On Monday the participants of the event were addressed by Mr Jeff Adler representing the U.S. Embassy in Podgorica at the capacity of Public Affairs Officer. The discussion engaged the participants on the topic of disinformation, with lectures by Mr Matt Jacobs and Mr Darjan Vujica, who both currently actively participate in the U.S. Department of state. Both trainers presented the topic of disinformation in a specific way, either from a communication perspective or with more focus on analytics. This enabled the participants to comprehend more closely and clearly, on how disinformation works and disseminated the environment, which enables disinformation to thrive and survive. The participants were engaged in the discussion and not only offered their own opinion and knowledge on the topic, but also valuable experience that addresses the threat of disinformation.
Matt Jacobs tackled two other important topics, namely the way to approach communication in a more structured manor, and how to improve listening to the needs of audiences. We often tend to think of a milestone of communication with the invention of gadgets like the printing press that drastically changed the world we live in. But communication dates much more into the past, and the concept used then are still applicable and useful today, as Mr Jacobs explained with concrete examples, methods and concepts. The discussion also touched upon how to approach communication properly, to reach the engagement and feedback of the audiences in the greatest extent possible, as it is an extensive way to secure transparency and direct democracy.
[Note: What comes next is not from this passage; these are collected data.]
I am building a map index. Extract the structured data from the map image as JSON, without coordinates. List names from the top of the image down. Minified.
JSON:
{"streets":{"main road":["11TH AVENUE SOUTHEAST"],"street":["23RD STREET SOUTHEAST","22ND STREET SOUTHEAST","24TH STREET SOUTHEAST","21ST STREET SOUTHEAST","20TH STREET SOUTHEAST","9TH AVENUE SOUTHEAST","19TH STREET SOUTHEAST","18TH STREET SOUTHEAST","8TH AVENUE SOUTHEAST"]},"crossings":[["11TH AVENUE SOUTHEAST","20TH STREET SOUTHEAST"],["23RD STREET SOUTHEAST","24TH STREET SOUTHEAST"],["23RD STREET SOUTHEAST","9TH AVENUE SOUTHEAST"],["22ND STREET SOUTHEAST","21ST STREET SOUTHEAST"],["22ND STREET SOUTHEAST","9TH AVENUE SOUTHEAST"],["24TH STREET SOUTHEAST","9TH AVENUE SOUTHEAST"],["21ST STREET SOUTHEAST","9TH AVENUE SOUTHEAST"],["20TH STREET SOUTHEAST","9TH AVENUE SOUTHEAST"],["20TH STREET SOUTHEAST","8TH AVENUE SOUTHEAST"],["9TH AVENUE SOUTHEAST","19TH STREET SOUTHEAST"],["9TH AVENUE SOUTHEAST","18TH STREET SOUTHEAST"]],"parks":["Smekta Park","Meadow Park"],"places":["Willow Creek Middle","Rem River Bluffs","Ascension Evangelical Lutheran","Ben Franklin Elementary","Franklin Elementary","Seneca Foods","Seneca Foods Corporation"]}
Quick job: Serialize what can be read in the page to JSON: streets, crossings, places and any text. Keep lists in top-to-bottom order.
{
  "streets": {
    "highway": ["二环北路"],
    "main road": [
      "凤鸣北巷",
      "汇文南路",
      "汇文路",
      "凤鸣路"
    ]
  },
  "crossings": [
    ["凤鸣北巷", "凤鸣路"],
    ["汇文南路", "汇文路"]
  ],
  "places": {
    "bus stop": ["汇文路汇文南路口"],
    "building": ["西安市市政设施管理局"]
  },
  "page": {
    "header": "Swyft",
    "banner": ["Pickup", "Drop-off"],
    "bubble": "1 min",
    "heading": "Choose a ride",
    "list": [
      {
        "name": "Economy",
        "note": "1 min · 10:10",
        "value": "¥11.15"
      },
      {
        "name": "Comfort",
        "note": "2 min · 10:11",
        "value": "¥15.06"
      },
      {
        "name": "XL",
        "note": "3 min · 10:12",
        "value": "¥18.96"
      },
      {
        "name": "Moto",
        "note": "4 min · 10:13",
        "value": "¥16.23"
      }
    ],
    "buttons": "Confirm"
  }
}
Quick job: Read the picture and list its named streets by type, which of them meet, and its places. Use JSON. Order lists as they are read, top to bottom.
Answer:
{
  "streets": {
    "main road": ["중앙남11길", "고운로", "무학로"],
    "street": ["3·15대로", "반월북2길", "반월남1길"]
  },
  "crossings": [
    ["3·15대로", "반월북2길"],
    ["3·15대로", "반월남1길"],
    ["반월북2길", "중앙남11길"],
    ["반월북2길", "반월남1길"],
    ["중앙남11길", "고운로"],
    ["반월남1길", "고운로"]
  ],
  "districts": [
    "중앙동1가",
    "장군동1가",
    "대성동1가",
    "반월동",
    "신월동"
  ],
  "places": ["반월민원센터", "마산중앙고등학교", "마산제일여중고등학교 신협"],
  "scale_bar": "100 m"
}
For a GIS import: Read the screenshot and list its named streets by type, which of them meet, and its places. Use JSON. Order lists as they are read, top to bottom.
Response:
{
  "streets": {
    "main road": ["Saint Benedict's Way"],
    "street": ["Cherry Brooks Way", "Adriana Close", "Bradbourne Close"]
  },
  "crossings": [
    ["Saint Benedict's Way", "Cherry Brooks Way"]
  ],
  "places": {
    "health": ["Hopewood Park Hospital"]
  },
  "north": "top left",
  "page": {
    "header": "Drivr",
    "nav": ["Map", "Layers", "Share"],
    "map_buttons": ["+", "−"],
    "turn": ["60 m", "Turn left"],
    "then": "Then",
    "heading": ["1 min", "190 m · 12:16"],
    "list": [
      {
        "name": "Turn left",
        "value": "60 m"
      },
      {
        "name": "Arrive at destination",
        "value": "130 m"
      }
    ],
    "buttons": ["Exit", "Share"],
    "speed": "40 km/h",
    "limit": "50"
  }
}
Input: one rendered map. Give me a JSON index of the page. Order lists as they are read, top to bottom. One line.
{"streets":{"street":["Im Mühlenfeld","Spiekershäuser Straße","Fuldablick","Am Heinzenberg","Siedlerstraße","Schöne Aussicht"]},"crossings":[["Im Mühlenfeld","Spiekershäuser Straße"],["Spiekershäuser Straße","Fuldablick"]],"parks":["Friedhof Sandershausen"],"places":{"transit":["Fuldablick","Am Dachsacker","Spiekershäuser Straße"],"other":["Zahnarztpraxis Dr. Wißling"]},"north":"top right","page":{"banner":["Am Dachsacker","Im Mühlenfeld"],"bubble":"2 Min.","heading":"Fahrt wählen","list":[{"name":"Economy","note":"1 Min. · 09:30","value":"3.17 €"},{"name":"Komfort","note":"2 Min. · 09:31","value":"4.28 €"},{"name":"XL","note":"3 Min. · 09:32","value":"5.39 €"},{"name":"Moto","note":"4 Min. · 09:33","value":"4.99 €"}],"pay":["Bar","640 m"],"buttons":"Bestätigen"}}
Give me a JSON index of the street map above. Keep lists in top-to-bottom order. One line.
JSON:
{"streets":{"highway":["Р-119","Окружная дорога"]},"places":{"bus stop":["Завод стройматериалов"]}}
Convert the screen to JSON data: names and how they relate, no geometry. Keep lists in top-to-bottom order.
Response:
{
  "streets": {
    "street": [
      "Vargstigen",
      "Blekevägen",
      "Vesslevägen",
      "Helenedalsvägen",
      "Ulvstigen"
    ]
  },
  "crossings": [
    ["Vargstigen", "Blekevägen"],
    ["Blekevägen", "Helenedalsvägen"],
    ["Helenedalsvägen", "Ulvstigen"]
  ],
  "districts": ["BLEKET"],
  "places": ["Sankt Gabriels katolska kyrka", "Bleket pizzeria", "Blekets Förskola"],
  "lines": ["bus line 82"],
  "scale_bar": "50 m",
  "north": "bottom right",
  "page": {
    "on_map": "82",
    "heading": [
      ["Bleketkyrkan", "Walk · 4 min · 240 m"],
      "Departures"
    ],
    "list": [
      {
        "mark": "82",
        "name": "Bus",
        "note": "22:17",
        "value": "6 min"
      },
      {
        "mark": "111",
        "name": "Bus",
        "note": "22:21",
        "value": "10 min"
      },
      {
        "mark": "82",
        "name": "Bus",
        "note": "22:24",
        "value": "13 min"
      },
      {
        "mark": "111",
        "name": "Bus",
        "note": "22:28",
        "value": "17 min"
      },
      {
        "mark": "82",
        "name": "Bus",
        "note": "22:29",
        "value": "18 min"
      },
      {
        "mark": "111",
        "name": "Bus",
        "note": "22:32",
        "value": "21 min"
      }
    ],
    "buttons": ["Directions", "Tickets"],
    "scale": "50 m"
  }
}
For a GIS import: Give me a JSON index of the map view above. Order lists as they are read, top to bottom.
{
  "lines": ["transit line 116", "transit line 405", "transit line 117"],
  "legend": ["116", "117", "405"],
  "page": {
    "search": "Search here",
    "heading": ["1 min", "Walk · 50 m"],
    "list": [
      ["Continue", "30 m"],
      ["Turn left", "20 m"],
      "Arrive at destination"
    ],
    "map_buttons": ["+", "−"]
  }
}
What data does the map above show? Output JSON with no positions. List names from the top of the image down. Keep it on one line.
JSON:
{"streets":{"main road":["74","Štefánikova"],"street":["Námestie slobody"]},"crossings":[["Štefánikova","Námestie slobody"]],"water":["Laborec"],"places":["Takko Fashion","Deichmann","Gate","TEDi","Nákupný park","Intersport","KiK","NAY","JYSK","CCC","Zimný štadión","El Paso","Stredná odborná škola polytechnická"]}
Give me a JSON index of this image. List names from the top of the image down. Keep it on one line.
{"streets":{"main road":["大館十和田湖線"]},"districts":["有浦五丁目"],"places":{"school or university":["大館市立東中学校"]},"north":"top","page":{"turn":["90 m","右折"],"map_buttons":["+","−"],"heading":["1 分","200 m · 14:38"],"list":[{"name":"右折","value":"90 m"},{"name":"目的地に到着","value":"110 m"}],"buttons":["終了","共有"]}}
The program continued with workshops on Tuesday, ranging from morning to the late afternoon, approaching the topic of digital diplomacy in an even more practical and engaging way. Participants were engaged in the practical view of digital campaigns, from their initial planning to purely practical implementation. The discussions were held by Mr Matt Jacobs and Ms Carey Hogg, both experts coming from the U.S. Department of State, who challenged the participants to make their very own digital campaign on the spot. The two groups tackled the topic of public health policies, and devoted attention to the rise of awareness in the field of vital organ donorship. Digital diplomats that were present gave all their expertise, talents and ideas to the debate and produced content with great potential, that would not only raise awareness of a certain policy, but include citizens in their creation, contributing to better conditions in a community for every individual. Transparency, active participation and engagement are therefore only the beginning of multiple possibilities digital diplomacy can embrace.